By Annie Linskey,
Joe Biden will most likely announce his running mate in the second week of August, again breaking a self-imposed deadline for unveiling the choice, according to two people familiar with his plans.
Biden, the presumptive Democratic presidential nominee, initially said he’d select his running mate by Aug. 1. Then on Tuesday, he told reporters that he intended to make up his mind by the end of the first week of August, which would be Aug. 8.
“I’m going to have a choice in the first week in August,” he said, “and I promise I’ll let you know when I do.”
But Friday, two people familiar with Biden’s vice-presidential search process said the announcement is not likely to come next week.

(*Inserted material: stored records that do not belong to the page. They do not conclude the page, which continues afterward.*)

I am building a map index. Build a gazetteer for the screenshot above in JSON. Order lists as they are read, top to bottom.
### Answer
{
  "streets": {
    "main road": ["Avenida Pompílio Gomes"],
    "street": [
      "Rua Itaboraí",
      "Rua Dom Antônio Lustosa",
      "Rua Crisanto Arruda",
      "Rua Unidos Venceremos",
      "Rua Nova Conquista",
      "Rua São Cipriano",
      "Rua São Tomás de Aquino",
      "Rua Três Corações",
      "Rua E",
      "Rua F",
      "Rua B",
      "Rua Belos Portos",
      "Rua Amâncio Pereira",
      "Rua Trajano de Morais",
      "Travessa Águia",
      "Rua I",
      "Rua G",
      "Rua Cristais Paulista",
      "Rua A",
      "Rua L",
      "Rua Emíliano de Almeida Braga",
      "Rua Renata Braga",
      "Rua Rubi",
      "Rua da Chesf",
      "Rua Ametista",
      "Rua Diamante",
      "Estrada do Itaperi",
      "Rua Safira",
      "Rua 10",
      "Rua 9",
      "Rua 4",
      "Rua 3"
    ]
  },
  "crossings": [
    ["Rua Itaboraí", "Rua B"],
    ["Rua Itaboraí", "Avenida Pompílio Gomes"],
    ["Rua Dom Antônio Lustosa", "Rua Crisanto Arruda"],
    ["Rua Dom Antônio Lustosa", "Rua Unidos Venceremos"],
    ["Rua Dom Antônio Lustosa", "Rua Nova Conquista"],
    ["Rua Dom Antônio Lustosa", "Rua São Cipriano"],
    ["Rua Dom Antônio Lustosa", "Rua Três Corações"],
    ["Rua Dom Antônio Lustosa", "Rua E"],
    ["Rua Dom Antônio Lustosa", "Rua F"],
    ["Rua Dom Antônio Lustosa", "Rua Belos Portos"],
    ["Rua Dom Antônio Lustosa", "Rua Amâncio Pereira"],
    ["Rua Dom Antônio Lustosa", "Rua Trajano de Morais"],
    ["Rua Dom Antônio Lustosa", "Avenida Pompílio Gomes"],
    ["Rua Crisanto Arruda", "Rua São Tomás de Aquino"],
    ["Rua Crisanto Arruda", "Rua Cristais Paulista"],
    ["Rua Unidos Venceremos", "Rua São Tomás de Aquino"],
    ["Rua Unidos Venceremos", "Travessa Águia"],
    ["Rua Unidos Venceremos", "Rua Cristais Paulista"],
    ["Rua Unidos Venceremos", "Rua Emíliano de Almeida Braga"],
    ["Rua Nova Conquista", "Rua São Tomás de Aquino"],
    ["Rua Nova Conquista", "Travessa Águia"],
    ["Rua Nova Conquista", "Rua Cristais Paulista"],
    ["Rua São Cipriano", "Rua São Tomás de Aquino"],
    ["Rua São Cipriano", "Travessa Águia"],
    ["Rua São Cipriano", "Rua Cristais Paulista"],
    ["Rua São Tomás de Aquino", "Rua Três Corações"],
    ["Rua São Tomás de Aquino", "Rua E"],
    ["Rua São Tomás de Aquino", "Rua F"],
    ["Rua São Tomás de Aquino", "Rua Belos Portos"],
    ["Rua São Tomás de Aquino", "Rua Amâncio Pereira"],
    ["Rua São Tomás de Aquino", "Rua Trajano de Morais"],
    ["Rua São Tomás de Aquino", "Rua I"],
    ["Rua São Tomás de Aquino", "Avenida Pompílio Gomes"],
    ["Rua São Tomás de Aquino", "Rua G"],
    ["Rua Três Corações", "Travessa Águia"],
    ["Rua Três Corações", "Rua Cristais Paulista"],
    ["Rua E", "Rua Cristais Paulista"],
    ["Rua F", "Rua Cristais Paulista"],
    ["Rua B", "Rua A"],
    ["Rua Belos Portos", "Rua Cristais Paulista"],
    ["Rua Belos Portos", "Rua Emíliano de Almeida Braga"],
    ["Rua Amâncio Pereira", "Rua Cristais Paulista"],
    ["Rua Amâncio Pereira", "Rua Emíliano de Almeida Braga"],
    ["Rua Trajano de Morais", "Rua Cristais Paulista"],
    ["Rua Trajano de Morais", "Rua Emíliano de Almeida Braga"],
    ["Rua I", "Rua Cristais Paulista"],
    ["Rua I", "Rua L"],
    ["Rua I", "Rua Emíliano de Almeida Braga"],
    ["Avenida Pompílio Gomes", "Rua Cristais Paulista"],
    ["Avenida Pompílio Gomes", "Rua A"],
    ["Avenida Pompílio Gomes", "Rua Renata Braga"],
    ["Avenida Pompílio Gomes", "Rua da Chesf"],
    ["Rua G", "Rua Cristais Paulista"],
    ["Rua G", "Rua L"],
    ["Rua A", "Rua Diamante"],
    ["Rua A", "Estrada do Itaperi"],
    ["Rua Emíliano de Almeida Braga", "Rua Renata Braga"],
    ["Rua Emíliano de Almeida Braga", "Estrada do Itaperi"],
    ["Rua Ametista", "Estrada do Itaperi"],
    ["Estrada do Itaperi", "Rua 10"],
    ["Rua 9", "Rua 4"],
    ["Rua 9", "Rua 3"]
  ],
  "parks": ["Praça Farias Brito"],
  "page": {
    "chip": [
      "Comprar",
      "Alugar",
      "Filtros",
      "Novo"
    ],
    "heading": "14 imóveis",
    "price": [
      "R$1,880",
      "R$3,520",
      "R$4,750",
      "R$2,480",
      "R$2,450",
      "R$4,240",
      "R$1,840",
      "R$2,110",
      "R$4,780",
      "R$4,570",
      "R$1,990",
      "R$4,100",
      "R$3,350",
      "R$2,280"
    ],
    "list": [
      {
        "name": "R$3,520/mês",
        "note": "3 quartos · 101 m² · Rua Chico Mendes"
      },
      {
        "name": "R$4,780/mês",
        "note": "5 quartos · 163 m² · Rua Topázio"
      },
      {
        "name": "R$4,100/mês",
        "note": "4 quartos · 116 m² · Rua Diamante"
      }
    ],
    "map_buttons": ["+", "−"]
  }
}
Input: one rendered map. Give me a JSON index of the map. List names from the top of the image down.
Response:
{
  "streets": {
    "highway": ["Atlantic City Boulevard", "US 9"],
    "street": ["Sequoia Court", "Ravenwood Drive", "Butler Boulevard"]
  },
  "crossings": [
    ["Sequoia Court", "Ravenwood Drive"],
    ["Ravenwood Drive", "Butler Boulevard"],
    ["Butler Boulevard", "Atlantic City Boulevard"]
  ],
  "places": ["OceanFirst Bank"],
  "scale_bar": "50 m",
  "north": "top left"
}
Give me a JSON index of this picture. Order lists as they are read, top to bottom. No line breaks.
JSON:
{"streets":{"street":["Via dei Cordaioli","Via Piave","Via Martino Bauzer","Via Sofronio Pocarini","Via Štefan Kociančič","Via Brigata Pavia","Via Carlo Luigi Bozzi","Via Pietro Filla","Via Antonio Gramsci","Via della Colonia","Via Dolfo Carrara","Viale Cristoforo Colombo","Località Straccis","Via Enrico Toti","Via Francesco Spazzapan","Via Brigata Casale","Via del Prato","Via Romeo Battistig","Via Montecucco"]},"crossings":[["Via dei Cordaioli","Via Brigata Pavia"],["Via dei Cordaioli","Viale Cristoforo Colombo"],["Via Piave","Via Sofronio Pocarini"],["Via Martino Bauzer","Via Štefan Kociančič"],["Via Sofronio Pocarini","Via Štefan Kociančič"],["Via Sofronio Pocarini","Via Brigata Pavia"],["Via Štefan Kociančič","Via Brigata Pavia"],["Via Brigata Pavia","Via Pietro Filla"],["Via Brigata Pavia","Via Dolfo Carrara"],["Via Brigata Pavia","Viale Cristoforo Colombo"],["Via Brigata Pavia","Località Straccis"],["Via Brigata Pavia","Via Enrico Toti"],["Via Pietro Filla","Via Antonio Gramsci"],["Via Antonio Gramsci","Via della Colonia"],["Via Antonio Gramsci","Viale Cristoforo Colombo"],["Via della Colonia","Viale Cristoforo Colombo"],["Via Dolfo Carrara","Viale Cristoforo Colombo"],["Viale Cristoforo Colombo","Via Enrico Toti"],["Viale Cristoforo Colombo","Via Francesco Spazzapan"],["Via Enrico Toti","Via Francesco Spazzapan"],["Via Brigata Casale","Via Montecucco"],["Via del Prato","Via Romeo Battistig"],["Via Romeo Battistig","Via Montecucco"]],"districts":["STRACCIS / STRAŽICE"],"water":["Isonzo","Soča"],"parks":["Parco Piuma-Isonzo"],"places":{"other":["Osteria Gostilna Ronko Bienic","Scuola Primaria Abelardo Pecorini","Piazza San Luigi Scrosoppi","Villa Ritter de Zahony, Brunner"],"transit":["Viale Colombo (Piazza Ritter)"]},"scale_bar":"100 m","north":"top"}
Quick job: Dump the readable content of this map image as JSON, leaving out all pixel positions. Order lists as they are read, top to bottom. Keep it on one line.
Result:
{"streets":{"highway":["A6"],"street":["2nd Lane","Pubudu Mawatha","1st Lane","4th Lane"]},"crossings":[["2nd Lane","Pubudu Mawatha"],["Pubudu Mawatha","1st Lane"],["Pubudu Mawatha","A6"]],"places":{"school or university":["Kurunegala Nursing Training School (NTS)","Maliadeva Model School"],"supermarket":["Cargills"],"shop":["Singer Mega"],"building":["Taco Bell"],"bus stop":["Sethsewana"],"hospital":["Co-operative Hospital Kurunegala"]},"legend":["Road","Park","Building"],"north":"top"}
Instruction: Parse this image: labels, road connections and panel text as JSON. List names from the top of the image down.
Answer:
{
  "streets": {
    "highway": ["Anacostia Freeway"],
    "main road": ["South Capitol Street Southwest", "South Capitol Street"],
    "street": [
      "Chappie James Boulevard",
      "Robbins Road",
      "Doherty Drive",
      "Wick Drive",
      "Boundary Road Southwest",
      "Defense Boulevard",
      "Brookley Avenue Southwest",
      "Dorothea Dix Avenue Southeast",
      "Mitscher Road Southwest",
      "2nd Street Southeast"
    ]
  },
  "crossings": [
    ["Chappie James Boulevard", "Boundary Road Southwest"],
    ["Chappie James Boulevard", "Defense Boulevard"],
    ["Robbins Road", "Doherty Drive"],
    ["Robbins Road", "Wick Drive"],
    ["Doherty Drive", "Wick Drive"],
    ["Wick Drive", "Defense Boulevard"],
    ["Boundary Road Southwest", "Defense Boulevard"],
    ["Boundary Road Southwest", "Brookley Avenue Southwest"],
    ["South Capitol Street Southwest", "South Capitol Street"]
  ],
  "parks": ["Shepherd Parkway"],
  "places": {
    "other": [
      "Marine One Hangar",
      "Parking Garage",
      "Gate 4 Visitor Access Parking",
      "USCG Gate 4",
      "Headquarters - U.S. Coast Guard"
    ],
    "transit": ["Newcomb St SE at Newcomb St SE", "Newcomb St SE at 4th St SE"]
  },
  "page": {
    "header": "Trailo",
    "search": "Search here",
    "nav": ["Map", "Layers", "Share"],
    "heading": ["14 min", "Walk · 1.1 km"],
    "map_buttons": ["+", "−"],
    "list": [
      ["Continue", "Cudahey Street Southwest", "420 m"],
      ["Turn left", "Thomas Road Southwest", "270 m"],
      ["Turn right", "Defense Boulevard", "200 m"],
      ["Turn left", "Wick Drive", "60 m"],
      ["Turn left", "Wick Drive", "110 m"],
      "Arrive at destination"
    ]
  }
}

There are political reasons for Biden to unveil the pick relatively shortly before the Aug. 17 kickoff of the Democratic National Convention, since that timing could add some excitement to the gathering while minimizing the opportunity for Republican attacks. Some Biden allies have been urging him to make the announcement around Aug. 10.
The former vice president has said he will pick a woman to be his running mate. He’s also said that he’s vetting four Black women for the role, and those close to the campaign say the list includes Sen. Kamala D. Harris (D-Calif.); former national security adviser Susan E. Rice; Rep. Karen Bass (D-Calif.) and Rep. Val Demings (D-Fla.). Sen. Tammy Duckworth (D-Ill.) confirmed Thursday that she’s been vetted.
Others believed to be in contention are Sen. Elizabeth Warren (D-Mass.), who has become an informal economic policy adviser to Biden in recent months, and Michigan Gov. Gretchen Whitmer.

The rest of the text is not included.